- _Task directions_:
Which lines of the records contain the word "Pizzalinha"? Show each of them.

START Material provided

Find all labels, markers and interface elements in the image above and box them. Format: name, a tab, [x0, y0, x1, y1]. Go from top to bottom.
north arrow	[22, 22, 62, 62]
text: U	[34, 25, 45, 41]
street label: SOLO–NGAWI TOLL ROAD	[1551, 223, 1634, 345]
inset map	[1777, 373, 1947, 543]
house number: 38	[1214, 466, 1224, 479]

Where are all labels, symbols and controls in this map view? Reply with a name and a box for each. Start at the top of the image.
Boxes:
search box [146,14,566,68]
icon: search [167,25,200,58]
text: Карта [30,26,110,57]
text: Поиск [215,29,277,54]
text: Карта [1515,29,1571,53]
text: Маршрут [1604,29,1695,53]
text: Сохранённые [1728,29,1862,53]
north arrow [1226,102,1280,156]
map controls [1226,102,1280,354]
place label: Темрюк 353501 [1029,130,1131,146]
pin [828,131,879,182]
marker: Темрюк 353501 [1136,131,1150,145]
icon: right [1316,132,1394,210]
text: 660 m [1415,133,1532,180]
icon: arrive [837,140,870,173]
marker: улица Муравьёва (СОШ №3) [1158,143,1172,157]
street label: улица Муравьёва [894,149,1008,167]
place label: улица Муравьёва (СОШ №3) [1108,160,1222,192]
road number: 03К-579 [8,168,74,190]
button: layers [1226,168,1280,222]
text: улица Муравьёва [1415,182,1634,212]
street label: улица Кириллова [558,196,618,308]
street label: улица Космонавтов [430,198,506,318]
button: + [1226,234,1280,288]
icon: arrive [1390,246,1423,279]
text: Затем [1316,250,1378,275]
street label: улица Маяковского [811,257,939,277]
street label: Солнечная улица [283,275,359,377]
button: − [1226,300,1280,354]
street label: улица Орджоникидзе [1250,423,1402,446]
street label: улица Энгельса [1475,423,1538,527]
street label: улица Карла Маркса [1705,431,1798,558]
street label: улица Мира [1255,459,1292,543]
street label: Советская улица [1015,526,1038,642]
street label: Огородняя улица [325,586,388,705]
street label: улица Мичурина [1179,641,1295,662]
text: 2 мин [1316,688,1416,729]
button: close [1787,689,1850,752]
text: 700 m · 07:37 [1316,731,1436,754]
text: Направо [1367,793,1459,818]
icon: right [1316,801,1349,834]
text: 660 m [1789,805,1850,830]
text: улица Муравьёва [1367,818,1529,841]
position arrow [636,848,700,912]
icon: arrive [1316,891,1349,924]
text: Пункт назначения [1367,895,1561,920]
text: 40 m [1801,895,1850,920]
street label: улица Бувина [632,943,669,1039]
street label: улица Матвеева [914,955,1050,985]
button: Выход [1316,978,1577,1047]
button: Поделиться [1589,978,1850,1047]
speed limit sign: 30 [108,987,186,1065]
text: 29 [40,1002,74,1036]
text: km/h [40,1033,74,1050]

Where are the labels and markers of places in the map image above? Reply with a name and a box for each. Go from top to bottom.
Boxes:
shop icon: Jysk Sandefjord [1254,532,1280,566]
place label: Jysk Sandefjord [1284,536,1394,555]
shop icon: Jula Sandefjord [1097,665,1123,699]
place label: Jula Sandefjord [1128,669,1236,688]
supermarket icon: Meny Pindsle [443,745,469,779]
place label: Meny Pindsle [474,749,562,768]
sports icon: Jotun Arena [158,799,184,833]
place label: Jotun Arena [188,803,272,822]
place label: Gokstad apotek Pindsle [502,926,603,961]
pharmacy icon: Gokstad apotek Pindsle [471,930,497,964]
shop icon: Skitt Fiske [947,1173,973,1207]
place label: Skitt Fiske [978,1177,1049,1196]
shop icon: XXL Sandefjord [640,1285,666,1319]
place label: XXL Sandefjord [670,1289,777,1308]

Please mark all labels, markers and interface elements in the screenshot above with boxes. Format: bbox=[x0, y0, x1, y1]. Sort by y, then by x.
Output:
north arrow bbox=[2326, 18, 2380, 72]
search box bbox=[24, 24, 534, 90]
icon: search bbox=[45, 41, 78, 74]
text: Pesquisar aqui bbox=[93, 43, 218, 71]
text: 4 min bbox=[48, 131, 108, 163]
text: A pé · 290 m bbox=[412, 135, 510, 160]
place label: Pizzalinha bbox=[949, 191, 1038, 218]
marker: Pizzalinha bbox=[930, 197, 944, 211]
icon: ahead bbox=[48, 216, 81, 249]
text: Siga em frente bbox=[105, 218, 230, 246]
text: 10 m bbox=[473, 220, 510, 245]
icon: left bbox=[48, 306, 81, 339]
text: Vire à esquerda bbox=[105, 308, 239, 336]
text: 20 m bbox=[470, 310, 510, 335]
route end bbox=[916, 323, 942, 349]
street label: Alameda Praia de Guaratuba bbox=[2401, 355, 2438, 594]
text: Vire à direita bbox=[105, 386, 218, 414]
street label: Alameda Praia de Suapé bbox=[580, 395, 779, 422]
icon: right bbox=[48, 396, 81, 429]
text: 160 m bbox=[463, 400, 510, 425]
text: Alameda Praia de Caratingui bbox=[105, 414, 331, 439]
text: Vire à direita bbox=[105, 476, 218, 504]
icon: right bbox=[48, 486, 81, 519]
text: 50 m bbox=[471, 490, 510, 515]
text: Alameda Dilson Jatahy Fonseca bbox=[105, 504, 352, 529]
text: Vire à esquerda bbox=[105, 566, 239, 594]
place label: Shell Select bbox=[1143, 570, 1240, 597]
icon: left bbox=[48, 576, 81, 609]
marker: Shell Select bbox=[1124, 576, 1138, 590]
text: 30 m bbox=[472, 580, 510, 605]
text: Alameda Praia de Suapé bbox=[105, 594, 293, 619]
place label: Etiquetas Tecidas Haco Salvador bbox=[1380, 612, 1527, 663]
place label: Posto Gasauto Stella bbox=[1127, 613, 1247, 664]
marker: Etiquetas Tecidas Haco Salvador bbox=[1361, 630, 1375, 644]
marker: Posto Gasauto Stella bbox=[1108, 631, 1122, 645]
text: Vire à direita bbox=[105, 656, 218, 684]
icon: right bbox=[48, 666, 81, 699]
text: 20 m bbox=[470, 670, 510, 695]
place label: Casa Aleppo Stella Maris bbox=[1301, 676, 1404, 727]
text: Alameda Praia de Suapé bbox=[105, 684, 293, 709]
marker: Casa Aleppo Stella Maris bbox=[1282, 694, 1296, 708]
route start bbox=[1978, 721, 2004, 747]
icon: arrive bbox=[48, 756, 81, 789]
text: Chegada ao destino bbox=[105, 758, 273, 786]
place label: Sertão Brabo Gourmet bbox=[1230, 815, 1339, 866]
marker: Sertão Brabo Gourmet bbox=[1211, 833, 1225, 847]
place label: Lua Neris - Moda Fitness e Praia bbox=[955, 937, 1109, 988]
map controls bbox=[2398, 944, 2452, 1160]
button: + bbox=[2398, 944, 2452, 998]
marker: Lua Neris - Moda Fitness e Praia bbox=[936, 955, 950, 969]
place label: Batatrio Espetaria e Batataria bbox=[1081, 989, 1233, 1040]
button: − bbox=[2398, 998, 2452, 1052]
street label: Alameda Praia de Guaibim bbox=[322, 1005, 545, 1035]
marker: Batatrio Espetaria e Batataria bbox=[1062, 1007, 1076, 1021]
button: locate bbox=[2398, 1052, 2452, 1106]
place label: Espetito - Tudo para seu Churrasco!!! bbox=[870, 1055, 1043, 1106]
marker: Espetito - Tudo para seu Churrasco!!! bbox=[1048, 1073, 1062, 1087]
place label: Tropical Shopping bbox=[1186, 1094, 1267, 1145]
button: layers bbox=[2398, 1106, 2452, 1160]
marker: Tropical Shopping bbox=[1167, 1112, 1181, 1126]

END Material provided

- _Problem solution_:
place label: Pizzalinha bbox=[949, 191, 1038, 218]
marker: Pizzalinha bbox=[930, 197, 944, 211]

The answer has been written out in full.